From the line with "M685 1058 682 1072 633 1082 636 1068Z" through the line with "M512 826 519 867 453 874 441 834Z", repeat the entries verbatim, both end lines included, and add nothing.
Segment Start: PROVIDED DATA
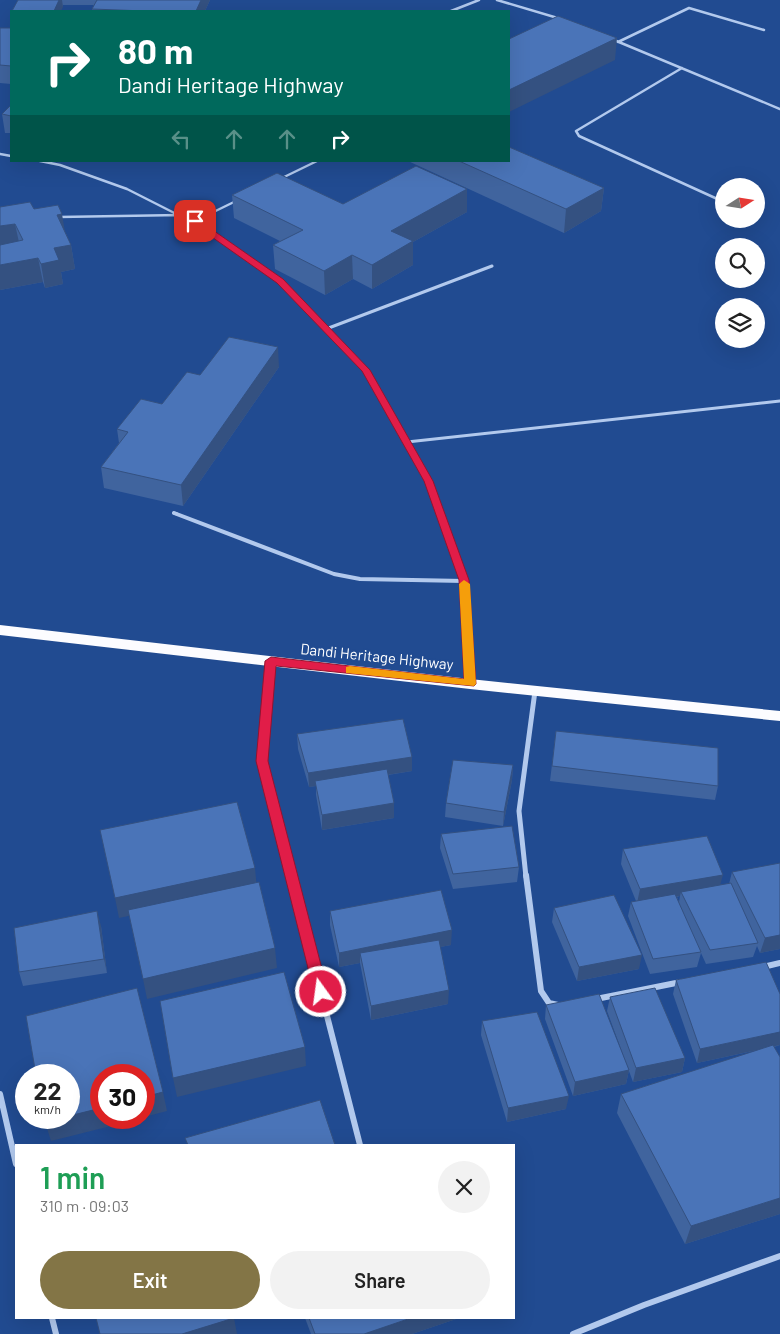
<!DOCTYPE html>
<html lang="en">
<head>
<meta charset="utf-8">
<style>
	:root { --surface:#fff; --page:#f2f2f2; --text:#222; --muted:#767676; --accent:#837546 }
	body { margin:0; font-family:Barlow,sans-serif; background:var(--page); color:var(--text); height:100vh; display:flex; flex-direction:column; font-size:19px; white-space:nowrap }
	* { box-sizing:border-box; margin:0 }
	p { font-size:16px; color:var(--muted) }
	.icon { flex:none; width:28px; height:28px; fill:none; stroke:currentColor; stroke-width:2; stroke-linecap:round; stroke-linejoin:round }
	.map { position:relative; flex:1; overflow:hidden }
	.sheet { position:absolute; left:15px; top:1144px; width:500px; height:175px; display:flex; flex-direction:column; background:var(--surface); border-radius:0px; box-shadow:0 5px 20px #0002 }
	.sheet>* { flex:none }
	.guide { position:absolute; left:10px; top:10px; width:500px; height:152px; border-radius:0px; box-shadow:0 5px 20px #0002; background:#00695c; color:#fff; overflow:hidden }
	.needle { width:32px; rotate:78deg }
	.fabs { position:absolute; left:715px; top:178px; display:grid; gap:10px }
	.fabs a { display:grid; place-items:center; width:50px; height:50px; border-radius:50%; background:var(--surface); box-shadow:0 5px 20px #0002; font-size:25px }
	.speed { position:absolute; left:15px; top:1064px; display:flex; gap:10px; font-size:25px; font-weight:700; text-align:center }
	.speed>* { display:grid; place-content:center; width:65px; height:65px; border-radius:50%; background:var(--surface); box-shadow:0 5px 20px #0002; line-height:1 }
	.speed small { font-size:12px; font-weight:400 }
	.speed .limit { border:8px solid #d22; background:#fff; color:#111 }
	.pin { position:absolute; display:grid; place-items:center; width:42px; height:42px; color:#fff; margin:-21px; border-radius:10px; box-shadow:0 2px 8px #0006 }
	.me { position:absolute; width:55px; margin:-28px; rotate:346deg; stroke-linejoin:round; filter:drop-shadow(0 0 4px #0008) }
	.turn { display:flex; align-items:center; gap:18px; height:105px; padding:0 25px; font-size:22px }
	.turn .icon { width:65px; height:65px; stroke-width:2.5 }
	.turn b { display:block; font-size:35px; line-height:42px }
	.lanes { display:flex; align-items:center; height:48px; padding:0 25px; background:#0003; justify-content:center; gap:25px; direction:ltr }
	.lanes .off { opacity:.35 }
	.round { display:grid; place-items:center; flex:none; width:52px; height:52px; border-radius:26px; background:var(--page) }
	.overview { display:flex; align-items:center; justify-content:space-between; height:85px; padding:0 25px }
	h1 { font-size:30px; font-weight:600; line-height:38px; color:#1e9e55 }
	.cta { display:flex; gap:10px; margin-top:auto; padding:10px 25px }
	.cta a { flex:1; height:58px; border-radius:30px; background:var(--accent); color:#fff; font-size:20px; font-weight:600; line-height:58px; text-align:center }
	.cta a+a { background:var(--page); color:var(--text) }
	.map>svg:first-child { display:block }
	.lines { fill:none; stroke-linecap:round; stroke-linejoin:round }
	.service-far2 { stroke:#b2c9ed; stroke-width:2.5 }
	.service-far1 { stroke:#b2c9ed; stroke-width:3 }
	.service { stroke:#b2c9ed; stroke-width:4 }
	.minor-far1 { stroke:#b2c9ed; stroke-width:5 }
	.minor { stroke:#b2c9ed; stroke-width:6 }
	.trunk { fill:#fcfcff; fill-rule:evenodd }
	.wall { fill:#40649e; fill-rule:evenodd }
	.shaded-wall { fill:#345181 }
	.building { fill:#4a74b8; stroke:#345181 }
	.route { fill:#e11d48; stroke:#92132f }
	.slow { fill:#f59e0b }
	.labels { text-anchor:middle; stroke-width:4; stroke-linejoin:round; paint-order:stroke }
	.street-label { font-size:15px; fill:#fff; stroke:#214b91 }
</style>
</head>
<body>
<div class="map">
<svg width="780" height="1334" viewBox="0 0 780 1334">
	<rect width="100%" height="100%" fill="#214b91"/>
	<g class="lines">
		<path class="service-far2" d="M497 0 561 19
			M451 11 479 0
			M614 40 780 109
			M618 42 689 8 764 30
			M682 68 576 131 579 136 724 202
			M0 154 11 156
			M40 161 60 165 127 189 204 228
			M280 179 317 161
			M59 217 180 215
			M195 221 236 201"/>
		<path class="service-far1" d="M202 226 280 281 365 369 429 481 441 514
			M326 329 492 266
			M407 442 780 401
			M174 513 177 514"/>
		<path class="service" d="M174 513 334 574 360 579 464 581
			M440 513 464 581 470 683"/>
		<path class="minor-far1" d="M271 662 262 761 292 877
			M526 877 519 811 535 691"/>
		<path class="minor" d="M291 875 360 1145
			M526 875 541 991 549 1003 558 1005
			M763 967 780 963
			M596 999 681 982
			M0 1094 16 1164
			M52 1318 56 1334
			M573 1334 644 1305 780 1256"/>
		<path class="trunk" d="M0 625 470 679 780 711V721L470 689 0 635Z"/>
	</g>
	<path class="wall" d="M18 0H210L205 11H92V9L94 5H63V7Z
		M0 28H11V84L0 83Z
		M11 105V133H5L2 114Z
		M408 161H509L604 188 601 211 564 233Z
		M467 189V212L413 242V265L372 289 353 279 325 295 275 269 273 245 280 241 234 218 232 195 343 204Z
		M0 207 34 209 66 234 71 245 75 269 61 272 63 284 45 288 43 282 0 290Z
		M279 367 183 506 104 488 101 467 119 443 117 429 162 404 200 375Z
		M556 731 718 786 715 800 550 781Z
		M297 734 412 757V771L388 775 394 803V818L322 830 316 795V786L309 787 298 749Z
		M513 765 512 780 503 826 445 817 446 803Z
		M441 834 519 867 517 882 453 889 440 848Z
		M623 849 720 885 729 884 732 872 780 949 760 953 757 946 753 957 706 964 701 953 697 967 650 974 628 916 631 902 636 901 621 864ZM680 896 679 902 677 897Z
		M554 908 639 969 577 981 552 922Z
		M330 911 451 945 440 947 448 1004 371 1020 361 968 360 963 339 967 330 925Z
		M101 926 107 973 23 986 19 972Z
		M676 980 780 1045 774 1047 780 1057V1214L685 1244 617 1113 621 1094 758 1050 697 1063 673 994Z
		M610 997 685 1058 682 1072 633 1082 607 1011Z
		M546 1005 629 1070 626 1084 573 1096 545 1019Z
		M482 1021 566 1109 507 1122 481 1035Z
		M305 1318H459L412 1334H311Z"/>
	<path class="shaded-wall" d="M59 0H62L63 7 61 11H54Z
		M201 0H210L205 11H196Z
		M617 38 615 60 509 112V90Z
		M604 188 601 211 564 233 566 209Z
		M467 189V212L413 242V265L372 289V265L391 231Z
		M62 214 66 238 57 215Z
		M15 224 20 247 0 251V226Z
		M71 245 75 269 61 272 63 284 45 288 41 264 54 248Z
		M352 255 353 279 325 295 324 271Z
		M38 258 43 282 0 290V265Z
		M278 347 279 367 183 506 181 485Z
		M412 757V771L316 786 315 781 316 786 309 787 308 773Z
		M513 765 512 780 503 826 504 812Z
		M394 803V818L322 830V815Z
		M255 868 257 889 119 918 115 898Z
		M723 875 719 889 681 892 680 896 637 903 640 889Z
		M97 911 101 926 107 973 104 959Z
		M452 930 451 945 362 962 360 953V963L339 967V953Z
		M780 935V949L760 953 765 938Z
		M275 948 277 968 147 999 143 979Z
		M642 955 639 969 577 981 579 967Z
		M449 990 448 1004 371 1020V1006Z
		M780 1032V1045L697 1063 700 1049Z
		M305 1047 306 1066 177 1097 173 1078Z
		M685 1058 682 1072 633 1082 636 1068Z
		M629 1070 626 1084 573 1096 575 1082Z
		M163 1092 167 1111 144 1117V1097Z
		M569 1096 566 1109 507 1122 508 1108Z
		M101 1108V1118H143L51 1141 45 1122 63 1118H69V1116Z
		M780 1198V1214L685 1244 691 1226Z
		M234 1318 237 1334H182Z
		M411 1318H459L412 1334H364Z"/>
	<path class="building" d="M18 0H59L54 11H12Z
		M97 0H201L196 11H145L92 9Z
		M558 16 617 38 509 90V39Z
		M0 28H11V66L0 65Z
		M11 105V116L2 114Z
		M509 147 604 188 566 209 459 161H509Z
		M416 166 467 189 391 231 413 241 372 265 352 255 324 271 273 245 303 230 232 195 277 173 343 204Z
		M30 202 34 209 58 205 62 214 57 215 71 245 54 248 59 260 41 264 38 258 0 265V245L23 240 15 224 0 226V207Z
		M229 337 278 347 181 485 101 467 128 432 117 429 141 399 162 404 187 372 200 375Z
		M403 719 412 757 308 773 297 734Z
		M556 731 718 748V786L552 766Z
		M453 760 513 765 504 812 446 803Z
		M387 769 394 803 322 815 315 781Z
		M237 802 255 868 115 898 100 830Z
		M512 826 519 867 453 874 441 834Z
		M707 836 723 875 640 889 623 849Z
		M780 863V935L765 938 732 872Z
		M259 882 275 948 143 979 128 910Z
		M731 883 758 943 710 950 681 892Z
		M441 890 452 930 339 953 330 911Z
		M675 894 701 952 653 959 631 902Z
		M614 895 642 955 579 967 554 908Z
		M97 911 104 959 19 972 14 928Z
		M439 940 449 990 371 1006 360 953Z
		M766 962 780 994V1032L700 1049 676 980Z
		M284 972 305 1047 173 1078 160 1001Z
		M137 988 163 1092 144 1097V1075H101V1108L69 1116V1075H36L26 1016Z
		M655 988 685 1058 636 1068 610 997Z
		M599 994 629 1070 575 1082 546 1005Z
		M537 1012 569 1096 508 1108 482 1021Z
		M773 1045 780 1057V1198L691 1226 621 1094Z
		M320 1100 335 1145H188L185 1138Z
		M44 1118H63L45 1122Z
		M96 1318H234L182 1334H100Z
		M309 1318H411L364 1334H315Z"/>
	<path class="route" d="M192 219H197L283 279 370 370 433 481 469 580 476 684 474 686 276 666 268 761 328 992 326 996H316L314 992 256 761 265 661 271 657 464 679 459 580 424 481 362 371 277 283 192 223Z"/>
	<path class="slow" d="M464 580 470 584 476 684 474 686 346 673V667L350 666 464 679 459 584Z"/>
	<g class="labels">
		<g class="street-label">
			<text transform="translate(377 657) rotate(6)" y="5">Dandi Heritage Highway</text>
		</g>
	</g>
</svg>
<div class="fabs">
<a><svg class="needle" viewBox="-14 -14 28 28"><path d="M0-13l5 13h-10z" fill="#e53935"/><path d="M0 13l5-13h-10z" fill="#767676"/></svg></a>
<a><svg class="icon" aria-label="search" viewBox="0 0 24 24"><circle cx="10" cy="10" r="6"/><path d="M15 15l6 6"/></svg></a>
<a><svg class="icon" aria-label="layers" viewBox="0 0 24 24"><path d="M12 4l9 5-9 5-9-5zM3 14l9 5 9-5"/></svg></a>
</div>
<div class="speed"><div>22<small>km/h</small></div><div class="limit">30</div></div>
<div class="pin" style="left:195px;top:221px;background:#d93025"><svg class="icon" aria-label="arrive" viewBox="0 0 24 24"><path d="M6 21V4h12l-3 4 3 4H6"/></svg></div>
<svg class="me" style="left:321px;top:992px" viewBox="-20 -20 40 40"><circle r="17" fill="#e11d48" stroke="#fff" stroke-width="3"/><path d="M0-11L8 9 0 5-8 9z" fill="#fff"/></svg>
<div class="guide">
<div class="turn"><svg class="icon" aria-label="right" viewBox="0 0 24 24"><path d="M7 20v-9h11M14 6l5 5-5 5"/></svg><div><b>80 m</b>Dandi Heritage Highway</div></div>
<div class="lanes"><svg class="icon off" aria-label="left" viewBox="0 0 24 24"><path d="M17 20v-9H6M10 6l-5 5 5 5"/></svg><svg class="icon off" aria-label="ahead" viewBox="0 0 24 24"><path d="M12 20V5M6 11l6-6 6 6"/></svg><svg class="icon off" aria-label="ahead" viewBox="0 0 24 24"><path d="M12 20V5M6 11l6-6 6 6"/></svg><svg class="icon" aria-label="right" viewBox="0 0 24 24"><path d="M7 20v-9h11M14 6l5 5-5 5"/></svg></div>
</div>
<section class="sheet">
<div class="overview"><div><h1>1 min</h1><p>310 m · 09:03</p></div><a class="round"><svg class="icon" aria-label="close" viewBox="0 0 24 24"><path d="M6 6l12 12M18 6L6 18"/></svg></a></div>
<div class="cta"><a>Exit</a><a>Share</a></div>
</section>
</div>
</body>
</html>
Segment End: PROVIDED DATA
WRITTEN SOLUTION -
		M685 1058 682 1072 633 1082 636 1068Z
		M629 1070 626 1084 573 1096 575 1082Z
		M163 1092 167 1111 144 1117V1097Z
		M569 1096 566 1109 507 1122 508 1108Z
		M101 1108V1118H143L51 1141 45 1122 63 1118H69V1116Z
		M780 1198V1214L685 1244 691 1226Z
		M234 1318 237 1334H182Z
		M411 1318H459L412 1334H364Z"/>
	<path class="building" d="M18 0H59L54 11H12Z
		M97 0H201L196 11H145L92 9Z
		M558 16 617 38 509 90V39Z
		M0 28H11V66L0 65Z
		M11 105V116L2 114Z
		M509 147 604 188 566 209 459 161H509Z
		M416 166 467 189 391 231 413 241 372 265 352 255 324 271 273 245 303 230 232 195 277 173 343 204Z
		M30 202 34 209 58 205 62 214 57 215 71 245 54 248 59 260 41 264 38 258 0 265V245L23 240 15 224 0 226V207Z
		M229 337 278 347 181 485 101 467 128 432 117 429 141 399 162 404 187 372 200 375Z
		M403 719 412 757 308 773 297 734Z
		M556 731 718 748V786L552 766Z
		M453 760 513 765 504 812 446 803Z
		M387 769 394 803 322 815 315 781Z
		M237 802 255 868 115 898 100 830Z
		M512 826 519 867 453 874 441 834Z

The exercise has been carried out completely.